Saturday, October 02, 2010

San Francisco’s Homeless & The Matrix

They are still attempting to deal with one of the worst urban situations with the homeless on the West Coast—ever since the one success they had, the Matrix Program established by former mayor Frank Jordan in the 1990's.

This article from the Wall Street Journal reports on the latest developments.

An excerpt.

“Stroll down Haight Street these days, and chances are you'll be accosted by aggressive young vagrants. "Can you spare some change?" asks Cory, a slender dark-haired young man from Ventura, Calif. "Dude, do you have any food?" His two female companions, Zombie and Eeyore, swig from a bottle of pricey Tejava tea and pass a smoke while lying on a blanket surrounded by a fortress of backpacks, bedrolls and scrawled signs asking for money. Vincent, a fourth "traveler," as the Haight Street gutter punks call themselves, stares dully into space.

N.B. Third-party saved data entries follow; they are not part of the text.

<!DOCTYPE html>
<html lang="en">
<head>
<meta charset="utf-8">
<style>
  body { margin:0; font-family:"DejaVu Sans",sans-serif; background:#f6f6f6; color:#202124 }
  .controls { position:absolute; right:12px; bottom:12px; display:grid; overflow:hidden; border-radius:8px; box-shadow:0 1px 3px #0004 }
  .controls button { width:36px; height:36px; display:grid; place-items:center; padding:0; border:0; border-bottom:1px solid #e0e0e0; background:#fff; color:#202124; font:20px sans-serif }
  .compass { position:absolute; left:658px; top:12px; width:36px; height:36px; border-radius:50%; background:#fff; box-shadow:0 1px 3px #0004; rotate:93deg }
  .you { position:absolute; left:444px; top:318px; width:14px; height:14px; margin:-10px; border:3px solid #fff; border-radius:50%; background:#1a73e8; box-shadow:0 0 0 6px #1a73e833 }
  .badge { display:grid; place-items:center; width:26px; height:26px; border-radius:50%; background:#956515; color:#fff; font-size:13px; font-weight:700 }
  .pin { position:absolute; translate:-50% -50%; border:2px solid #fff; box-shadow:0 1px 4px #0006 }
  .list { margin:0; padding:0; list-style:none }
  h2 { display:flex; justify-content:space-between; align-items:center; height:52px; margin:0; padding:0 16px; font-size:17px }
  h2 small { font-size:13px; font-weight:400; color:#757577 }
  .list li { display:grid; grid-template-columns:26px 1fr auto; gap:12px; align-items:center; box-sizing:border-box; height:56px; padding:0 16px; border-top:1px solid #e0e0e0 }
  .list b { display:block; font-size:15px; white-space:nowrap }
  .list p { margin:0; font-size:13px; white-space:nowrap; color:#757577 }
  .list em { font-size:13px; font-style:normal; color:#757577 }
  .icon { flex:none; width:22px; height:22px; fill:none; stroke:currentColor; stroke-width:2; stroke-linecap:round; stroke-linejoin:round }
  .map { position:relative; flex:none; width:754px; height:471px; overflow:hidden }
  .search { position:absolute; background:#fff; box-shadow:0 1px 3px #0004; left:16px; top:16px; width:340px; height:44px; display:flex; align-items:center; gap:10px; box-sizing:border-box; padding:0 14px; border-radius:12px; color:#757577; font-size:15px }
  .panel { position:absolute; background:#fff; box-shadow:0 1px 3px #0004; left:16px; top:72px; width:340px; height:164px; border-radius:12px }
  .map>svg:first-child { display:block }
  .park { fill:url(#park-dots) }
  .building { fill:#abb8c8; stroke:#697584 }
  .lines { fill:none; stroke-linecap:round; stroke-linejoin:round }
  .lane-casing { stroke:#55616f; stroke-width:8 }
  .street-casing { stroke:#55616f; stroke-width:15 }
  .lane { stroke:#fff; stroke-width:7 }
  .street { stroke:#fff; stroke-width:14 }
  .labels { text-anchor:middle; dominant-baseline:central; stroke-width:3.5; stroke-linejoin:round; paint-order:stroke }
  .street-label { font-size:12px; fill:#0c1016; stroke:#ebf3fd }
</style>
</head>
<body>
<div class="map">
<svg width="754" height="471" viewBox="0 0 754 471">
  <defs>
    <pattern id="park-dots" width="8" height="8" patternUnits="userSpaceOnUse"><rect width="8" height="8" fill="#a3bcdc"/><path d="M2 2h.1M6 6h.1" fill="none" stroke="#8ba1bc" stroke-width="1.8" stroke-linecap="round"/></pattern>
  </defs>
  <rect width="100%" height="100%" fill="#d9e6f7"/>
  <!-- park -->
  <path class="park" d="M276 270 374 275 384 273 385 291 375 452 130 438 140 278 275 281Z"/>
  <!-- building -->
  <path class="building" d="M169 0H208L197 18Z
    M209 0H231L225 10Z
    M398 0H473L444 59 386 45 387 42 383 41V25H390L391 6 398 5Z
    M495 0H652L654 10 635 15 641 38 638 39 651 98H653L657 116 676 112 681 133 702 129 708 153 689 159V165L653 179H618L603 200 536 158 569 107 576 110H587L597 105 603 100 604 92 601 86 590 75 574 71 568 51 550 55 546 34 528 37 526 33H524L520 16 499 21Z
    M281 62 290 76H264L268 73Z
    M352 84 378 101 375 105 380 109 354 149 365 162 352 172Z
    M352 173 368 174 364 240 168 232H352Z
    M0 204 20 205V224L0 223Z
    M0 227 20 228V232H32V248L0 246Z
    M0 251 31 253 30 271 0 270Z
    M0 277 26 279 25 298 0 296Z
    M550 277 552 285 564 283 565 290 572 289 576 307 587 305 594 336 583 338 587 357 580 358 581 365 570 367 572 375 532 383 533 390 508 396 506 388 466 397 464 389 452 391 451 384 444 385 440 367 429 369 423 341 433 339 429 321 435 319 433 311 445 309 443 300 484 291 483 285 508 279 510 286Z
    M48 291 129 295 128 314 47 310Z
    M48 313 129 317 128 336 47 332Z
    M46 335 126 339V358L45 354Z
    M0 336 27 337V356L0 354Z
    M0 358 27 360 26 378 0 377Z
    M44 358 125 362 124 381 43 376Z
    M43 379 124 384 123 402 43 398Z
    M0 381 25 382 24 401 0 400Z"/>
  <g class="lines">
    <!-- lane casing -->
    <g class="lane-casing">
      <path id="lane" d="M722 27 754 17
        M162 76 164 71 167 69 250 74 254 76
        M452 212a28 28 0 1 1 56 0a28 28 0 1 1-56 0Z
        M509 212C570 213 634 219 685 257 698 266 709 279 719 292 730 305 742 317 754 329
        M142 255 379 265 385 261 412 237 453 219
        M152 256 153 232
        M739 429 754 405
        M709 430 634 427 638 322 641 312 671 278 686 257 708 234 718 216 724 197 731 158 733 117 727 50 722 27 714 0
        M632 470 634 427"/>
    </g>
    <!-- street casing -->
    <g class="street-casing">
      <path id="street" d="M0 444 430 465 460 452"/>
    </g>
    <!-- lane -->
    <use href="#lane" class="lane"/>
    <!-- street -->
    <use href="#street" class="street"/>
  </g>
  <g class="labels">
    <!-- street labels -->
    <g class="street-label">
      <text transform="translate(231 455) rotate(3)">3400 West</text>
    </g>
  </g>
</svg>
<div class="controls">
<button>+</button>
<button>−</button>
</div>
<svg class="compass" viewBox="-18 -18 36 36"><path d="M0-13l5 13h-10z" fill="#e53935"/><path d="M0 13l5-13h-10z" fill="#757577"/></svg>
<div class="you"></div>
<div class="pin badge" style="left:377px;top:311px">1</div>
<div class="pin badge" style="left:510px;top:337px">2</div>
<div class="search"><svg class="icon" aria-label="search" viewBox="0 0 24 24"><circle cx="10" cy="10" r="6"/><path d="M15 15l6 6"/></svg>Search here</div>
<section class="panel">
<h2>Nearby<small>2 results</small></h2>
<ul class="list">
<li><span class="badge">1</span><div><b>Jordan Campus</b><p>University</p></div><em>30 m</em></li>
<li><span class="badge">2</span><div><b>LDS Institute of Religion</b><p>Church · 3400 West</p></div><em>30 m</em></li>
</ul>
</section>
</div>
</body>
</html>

“Asked why people should give them money, Cory replies: "They got a dollar and I don't." Why don't you work? "We do work," retorts Eeyore. "I carry around this heavy backpack. We wake up at 7 a.m. and work all day. It's hard work." She's referring to begging and boozing. Asked if they're embarrassed to be begging, Cory says: "I'm not begging, I'm just asking for money."

“Such strapping young hobos see themselves as on a "mission," though they're hard-pressed to define it. In fact, they are defined by an oversized sense of entitlement.

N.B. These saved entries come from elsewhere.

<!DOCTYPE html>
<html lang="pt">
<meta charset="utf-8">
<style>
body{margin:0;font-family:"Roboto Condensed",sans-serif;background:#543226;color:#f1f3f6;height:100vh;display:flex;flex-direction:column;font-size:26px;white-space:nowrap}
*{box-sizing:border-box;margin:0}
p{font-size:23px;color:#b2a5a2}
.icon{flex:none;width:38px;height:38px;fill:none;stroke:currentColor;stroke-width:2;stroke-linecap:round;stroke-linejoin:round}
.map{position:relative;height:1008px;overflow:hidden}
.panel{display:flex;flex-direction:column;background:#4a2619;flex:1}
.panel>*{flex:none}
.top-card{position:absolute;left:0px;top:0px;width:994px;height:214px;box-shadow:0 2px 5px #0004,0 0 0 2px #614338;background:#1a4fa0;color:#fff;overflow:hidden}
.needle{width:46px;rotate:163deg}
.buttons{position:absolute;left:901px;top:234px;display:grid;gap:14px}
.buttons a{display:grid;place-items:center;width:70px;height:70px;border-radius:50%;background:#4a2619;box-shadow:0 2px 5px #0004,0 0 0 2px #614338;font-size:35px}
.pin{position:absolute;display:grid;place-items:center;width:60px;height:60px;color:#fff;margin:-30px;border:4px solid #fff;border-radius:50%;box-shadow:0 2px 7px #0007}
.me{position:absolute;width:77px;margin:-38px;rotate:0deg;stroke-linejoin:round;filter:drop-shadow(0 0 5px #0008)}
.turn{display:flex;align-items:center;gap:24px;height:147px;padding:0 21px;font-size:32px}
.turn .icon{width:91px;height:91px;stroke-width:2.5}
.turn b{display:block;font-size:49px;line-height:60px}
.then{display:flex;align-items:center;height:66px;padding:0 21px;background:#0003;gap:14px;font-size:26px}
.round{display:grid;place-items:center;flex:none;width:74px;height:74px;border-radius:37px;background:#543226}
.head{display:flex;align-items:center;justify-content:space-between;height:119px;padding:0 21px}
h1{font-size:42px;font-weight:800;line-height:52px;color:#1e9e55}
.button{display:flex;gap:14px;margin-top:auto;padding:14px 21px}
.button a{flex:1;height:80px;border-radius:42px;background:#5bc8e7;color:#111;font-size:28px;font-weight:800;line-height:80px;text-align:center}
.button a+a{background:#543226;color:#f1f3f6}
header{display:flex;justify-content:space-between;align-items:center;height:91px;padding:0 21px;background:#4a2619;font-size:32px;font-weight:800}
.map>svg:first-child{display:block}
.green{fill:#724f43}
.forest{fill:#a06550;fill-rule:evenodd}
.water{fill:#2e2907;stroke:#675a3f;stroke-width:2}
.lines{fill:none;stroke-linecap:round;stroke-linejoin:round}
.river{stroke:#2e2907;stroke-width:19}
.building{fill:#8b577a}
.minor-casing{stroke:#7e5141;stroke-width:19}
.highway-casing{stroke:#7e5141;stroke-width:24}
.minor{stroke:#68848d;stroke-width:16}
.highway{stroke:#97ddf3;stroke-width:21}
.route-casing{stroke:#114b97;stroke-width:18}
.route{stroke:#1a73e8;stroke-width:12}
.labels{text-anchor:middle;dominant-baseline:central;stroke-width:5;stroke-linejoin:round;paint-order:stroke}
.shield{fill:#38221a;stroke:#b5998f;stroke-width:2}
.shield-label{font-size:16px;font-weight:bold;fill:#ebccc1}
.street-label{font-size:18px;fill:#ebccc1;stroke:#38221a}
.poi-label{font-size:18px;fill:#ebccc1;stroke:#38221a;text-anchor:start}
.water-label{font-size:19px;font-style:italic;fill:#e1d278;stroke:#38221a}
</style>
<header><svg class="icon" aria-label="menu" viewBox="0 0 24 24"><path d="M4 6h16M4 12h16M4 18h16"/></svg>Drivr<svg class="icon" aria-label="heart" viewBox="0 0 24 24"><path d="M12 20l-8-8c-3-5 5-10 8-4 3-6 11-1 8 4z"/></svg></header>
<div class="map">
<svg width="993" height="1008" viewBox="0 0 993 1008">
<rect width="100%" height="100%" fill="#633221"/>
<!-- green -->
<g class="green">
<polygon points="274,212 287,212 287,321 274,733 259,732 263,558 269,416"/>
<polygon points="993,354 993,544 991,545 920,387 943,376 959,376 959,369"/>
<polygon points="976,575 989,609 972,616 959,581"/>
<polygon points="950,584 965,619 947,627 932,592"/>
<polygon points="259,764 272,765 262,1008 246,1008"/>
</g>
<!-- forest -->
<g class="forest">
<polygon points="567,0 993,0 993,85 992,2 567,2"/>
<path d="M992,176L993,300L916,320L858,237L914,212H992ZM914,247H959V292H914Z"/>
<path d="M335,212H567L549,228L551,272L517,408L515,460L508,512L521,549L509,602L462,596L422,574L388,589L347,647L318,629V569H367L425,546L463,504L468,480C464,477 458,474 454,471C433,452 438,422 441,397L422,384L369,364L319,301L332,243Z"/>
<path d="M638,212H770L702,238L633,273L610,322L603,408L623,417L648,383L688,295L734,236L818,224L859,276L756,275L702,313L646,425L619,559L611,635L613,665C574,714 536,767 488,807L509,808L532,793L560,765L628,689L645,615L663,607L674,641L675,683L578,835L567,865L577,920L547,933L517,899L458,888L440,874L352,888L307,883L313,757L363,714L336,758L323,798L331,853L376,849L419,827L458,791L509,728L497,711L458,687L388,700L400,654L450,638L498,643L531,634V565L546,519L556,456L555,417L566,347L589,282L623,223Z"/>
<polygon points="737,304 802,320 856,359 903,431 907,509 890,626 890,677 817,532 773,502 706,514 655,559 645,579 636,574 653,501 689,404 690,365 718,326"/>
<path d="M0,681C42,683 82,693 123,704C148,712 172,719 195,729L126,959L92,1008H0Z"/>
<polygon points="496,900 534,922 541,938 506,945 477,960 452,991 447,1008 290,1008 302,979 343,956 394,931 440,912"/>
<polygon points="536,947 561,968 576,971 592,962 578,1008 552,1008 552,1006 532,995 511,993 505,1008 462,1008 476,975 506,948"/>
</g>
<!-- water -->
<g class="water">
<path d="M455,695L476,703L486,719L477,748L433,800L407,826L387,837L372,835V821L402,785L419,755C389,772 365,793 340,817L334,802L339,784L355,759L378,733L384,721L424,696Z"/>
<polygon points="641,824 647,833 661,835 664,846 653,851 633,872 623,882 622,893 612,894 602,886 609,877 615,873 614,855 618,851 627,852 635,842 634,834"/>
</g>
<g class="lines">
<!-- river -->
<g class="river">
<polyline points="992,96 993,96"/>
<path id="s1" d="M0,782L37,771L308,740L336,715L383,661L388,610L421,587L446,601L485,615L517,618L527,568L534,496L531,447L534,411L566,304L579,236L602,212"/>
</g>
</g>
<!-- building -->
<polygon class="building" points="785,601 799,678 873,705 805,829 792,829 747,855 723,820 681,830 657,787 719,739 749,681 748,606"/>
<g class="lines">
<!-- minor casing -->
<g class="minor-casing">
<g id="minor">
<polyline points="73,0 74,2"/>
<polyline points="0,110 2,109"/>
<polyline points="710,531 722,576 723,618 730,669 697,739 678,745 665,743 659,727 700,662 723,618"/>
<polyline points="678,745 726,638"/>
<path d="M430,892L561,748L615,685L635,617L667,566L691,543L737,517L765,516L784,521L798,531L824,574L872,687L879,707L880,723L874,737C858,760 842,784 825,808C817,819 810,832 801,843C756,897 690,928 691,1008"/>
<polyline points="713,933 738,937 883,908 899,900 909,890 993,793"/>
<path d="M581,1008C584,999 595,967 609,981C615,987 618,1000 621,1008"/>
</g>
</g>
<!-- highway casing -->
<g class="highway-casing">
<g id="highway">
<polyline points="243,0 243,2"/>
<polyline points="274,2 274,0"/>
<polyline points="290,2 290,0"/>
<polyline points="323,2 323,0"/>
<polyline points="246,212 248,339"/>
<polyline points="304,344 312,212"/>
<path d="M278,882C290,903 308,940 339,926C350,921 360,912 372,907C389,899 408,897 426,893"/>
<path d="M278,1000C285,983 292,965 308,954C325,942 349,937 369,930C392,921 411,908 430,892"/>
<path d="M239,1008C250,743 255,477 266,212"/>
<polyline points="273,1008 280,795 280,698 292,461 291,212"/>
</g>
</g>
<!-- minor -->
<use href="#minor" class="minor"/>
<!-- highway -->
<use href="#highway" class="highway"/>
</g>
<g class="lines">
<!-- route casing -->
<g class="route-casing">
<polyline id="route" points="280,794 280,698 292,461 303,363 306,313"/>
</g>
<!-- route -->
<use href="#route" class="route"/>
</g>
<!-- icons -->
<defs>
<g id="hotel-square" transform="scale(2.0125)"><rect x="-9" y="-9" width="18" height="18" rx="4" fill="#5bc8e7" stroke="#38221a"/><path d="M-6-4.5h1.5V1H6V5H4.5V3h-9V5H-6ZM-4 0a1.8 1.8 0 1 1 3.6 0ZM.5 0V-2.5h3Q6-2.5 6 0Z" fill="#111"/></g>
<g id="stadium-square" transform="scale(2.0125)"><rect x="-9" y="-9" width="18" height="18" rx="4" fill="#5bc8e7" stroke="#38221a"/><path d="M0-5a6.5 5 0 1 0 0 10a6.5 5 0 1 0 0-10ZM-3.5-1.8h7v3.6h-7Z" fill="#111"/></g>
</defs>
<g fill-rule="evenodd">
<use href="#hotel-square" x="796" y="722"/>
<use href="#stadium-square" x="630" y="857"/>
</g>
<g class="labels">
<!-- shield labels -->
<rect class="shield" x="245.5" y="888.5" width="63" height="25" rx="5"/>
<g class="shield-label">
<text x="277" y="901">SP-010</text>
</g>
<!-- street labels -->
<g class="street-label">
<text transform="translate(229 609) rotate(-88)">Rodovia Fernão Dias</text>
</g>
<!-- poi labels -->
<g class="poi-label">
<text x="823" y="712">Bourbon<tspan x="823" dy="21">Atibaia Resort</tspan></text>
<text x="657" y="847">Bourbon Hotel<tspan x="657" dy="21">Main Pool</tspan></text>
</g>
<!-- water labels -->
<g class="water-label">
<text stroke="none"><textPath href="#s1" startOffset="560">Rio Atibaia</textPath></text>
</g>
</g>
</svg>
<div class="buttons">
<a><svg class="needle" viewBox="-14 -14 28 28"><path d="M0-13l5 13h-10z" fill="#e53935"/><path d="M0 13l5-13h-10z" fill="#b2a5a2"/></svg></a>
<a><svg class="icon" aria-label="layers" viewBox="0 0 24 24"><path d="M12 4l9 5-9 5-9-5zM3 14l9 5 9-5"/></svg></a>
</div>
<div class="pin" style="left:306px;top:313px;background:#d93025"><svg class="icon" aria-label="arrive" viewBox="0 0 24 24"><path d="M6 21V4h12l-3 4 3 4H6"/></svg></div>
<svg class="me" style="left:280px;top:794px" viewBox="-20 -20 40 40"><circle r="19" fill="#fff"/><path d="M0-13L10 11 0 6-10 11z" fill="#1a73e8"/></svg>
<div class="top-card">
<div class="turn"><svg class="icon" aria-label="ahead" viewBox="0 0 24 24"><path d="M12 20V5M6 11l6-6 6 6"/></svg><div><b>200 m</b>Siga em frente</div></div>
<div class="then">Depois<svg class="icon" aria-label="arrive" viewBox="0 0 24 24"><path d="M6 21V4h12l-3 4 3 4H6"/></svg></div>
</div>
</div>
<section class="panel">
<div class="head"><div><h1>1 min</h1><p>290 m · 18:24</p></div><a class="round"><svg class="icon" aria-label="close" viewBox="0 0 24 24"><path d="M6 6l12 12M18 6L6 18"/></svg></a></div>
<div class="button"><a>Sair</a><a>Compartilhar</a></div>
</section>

“Of all the destinations on the West Coast "traveler" circuit, the Haight carries a particular attraction to these panhandlers, thanks to the 1960s Summer of Love. Over the last several years, however, the vagrant population has grown more territorial and violent. "I don't care if they ask for change," says Arthur Evans, a self-described former hippie who has lived in the neighborhood for 35 years. "It's okay if they loiter and make a bit of noise. But I don't feel safe walking down the Haight at night any more."

“In July, two pit bulls bred by the residents of an encampment in nearby Golden Gate Park tore into pedestrians, biting a 71-year-old woman to the bone and wounding her two companions. Last October, one of three punks sitting on a blanket with dogs spat on a 14-month-old baby when its mother rejected their demand for change. These days vagrants carry knives and Mace; people who ask them to move risk getting jumped. Merchants trying to clean up feces and urine left by drunken youth are sometimes harassed and attacked.

“By late 2009, community frustration with the aggressive behavior led the police captain in the Haight district to propose a "sit-lie" ordinance to ban sitting or lying on city sidewalks from 7 a.m. to 11 p.m. Police would first ask someone blocking a sidewalk to move along, warning him he was violating the law. Only if he refused could they cite him.

“The city's politically potent homeless advocates instantly mobilized against the proposed ordinance, as they have in every battle over public space in San Francisco over the last two decades. The real problem in the Haight, advocates claimed, is inadequate government housing and stingy welfare spending. Rather than "criminalizing poverty," the city needs to spend more money on social services and housing subsidies, they say. But the gutter punks are not looking for housing and have no intention of settling down in San Francisco or anywhere else. They are in the Haight to party, en route to their next way station.”